I’d always known about Route 66, it was just there in my memory as a ‘thing’ but what really ignited it for me, as someone not American, was the Disney Cars film. I think, for me, Route 66 just always symbolised ‘old time America’ and had quite a timeless feel about it.

What makes Route 66 so popular?

Route 66 is incredibly popular to drive right now, even though it’s not actually a designated highway any more.

So why is it so popular? What makes it such a draw?


The biggest demographic of people traveling the road is older and retired people. Many of them may have taken road trips when they were young and they are looking to recreate that by going down Route 66.

The road is full of things that hark back to the past too from old cars dotted along the road to old signs and historic buildings. For anyone who loves history or just wants a bit of an old fashioned vacation Route 66 fits the bill.

The epic length.

Coming in at over 2000 miles this isn’t just a short road trip. You’ll need probably a minimum of 2 weeks to do it justice and even then you might miss stuff. For some a road trip of this length is quite a challenge!


Route 66 has some amazing, home grown food that will entice anyone to give it a go. You want classic American food from burgers to pancakes? How about some more spicy options once you get to the South West? It’s all here and all from local businesses too!

Bucket list

The famous trip has ended up on so many people’s bucket lists lately that more and more people are just striving to tick it off.


Parts of Route 66 can be accessed easily from so many places in the US and also overseas. It traverses eight states and goes through lots of well connected major cities so there’s always a good place to pick it up. You, of course, don’t have to do the whole of the route and if you’re happy just traveling a short piece of it you can pick and choose any part that you can get to.

Why is Route 66 Historic?

The creation, popularity and demise of Route 66 has been set around some major events in US history and as such it’s actually a really important historic monument. This is why it’s being protected and revived in many places along the route.

Route 66 began when paved roads weren’t even a thing in the west of the US and it’s grown up around the growth of the car as a way of life. It was there as families wanted to have a vacation and explore more of the country.

It saw the migration of many people after the depression and the dust bowl catastrophe in Oklahoma. Some went westward to California in search of a better life (as told in the book The Grapes of Wrath) and some went north to Chicago and the industrial cities of the mid west.

Route 66 tells the story of westward expansion in more modern times but also of the endless desire to move forward with technology. Route 66 overtook the railroads which were the peak of transport at their time and then saw as Interstates and other highways overtook it afterwards. Towns were bypassed, with some turning to ghost towns, as cars and trucks improved and didn’t need the endless stops any more.

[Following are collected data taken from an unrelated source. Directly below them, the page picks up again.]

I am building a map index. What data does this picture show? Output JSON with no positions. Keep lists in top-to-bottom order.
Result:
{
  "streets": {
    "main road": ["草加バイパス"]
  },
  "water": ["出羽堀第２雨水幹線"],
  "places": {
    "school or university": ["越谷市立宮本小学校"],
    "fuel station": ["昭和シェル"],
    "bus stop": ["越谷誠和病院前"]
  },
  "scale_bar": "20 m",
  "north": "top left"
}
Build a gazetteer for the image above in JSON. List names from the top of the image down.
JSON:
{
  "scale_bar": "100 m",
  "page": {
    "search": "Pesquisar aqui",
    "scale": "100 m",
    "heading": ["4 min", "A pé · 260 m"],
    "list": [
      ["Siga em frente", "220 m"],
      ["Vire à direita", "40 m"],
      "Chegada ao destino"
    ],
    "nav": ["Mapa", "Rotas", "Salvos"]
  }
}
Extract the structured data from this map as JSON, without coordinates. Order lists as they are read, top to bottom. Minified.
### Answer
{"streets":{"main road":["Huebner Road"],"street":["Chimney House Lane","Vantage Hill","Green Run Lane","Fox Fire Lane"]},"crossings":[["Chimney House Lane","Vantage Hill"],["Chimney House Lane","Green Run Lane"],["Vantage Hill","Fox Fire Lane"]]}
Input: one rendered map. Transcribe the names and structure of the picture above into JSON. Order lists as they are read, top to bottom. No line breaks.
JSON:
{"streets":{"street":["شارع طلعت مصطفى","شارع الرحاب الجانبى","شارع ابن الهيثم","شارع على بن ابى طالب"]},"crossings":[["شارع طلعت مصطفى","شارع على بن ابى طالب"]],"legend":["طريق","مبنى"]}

Why is Route 66 so important?

So after the history and the popularity, why is Route 66 so important and why should it be protected?

I guess we’ll all have differing opinions about this. For me, it’s so easy for history to be lost – we see it constantly with the loss of different mom and pop businesses on the road every month or so. Route 66 tells a story of the 20th century and how the US changed then. Some of it is a bit old fashioned and some of it has certainly out of date stereotypes, but it’s important to know why it was like that and not airbrush it out of our memories.

The other big part of Route 66 that is so important for me is that it is by and large kept alive by small and locally run businesses. When you drive the road you really do make a difference to the people who live alongside it. By eating at local diners that get their food from local farms, money stays in the economy.

It’s not often that vacations can do good in this world, but a trip on Route 66 can.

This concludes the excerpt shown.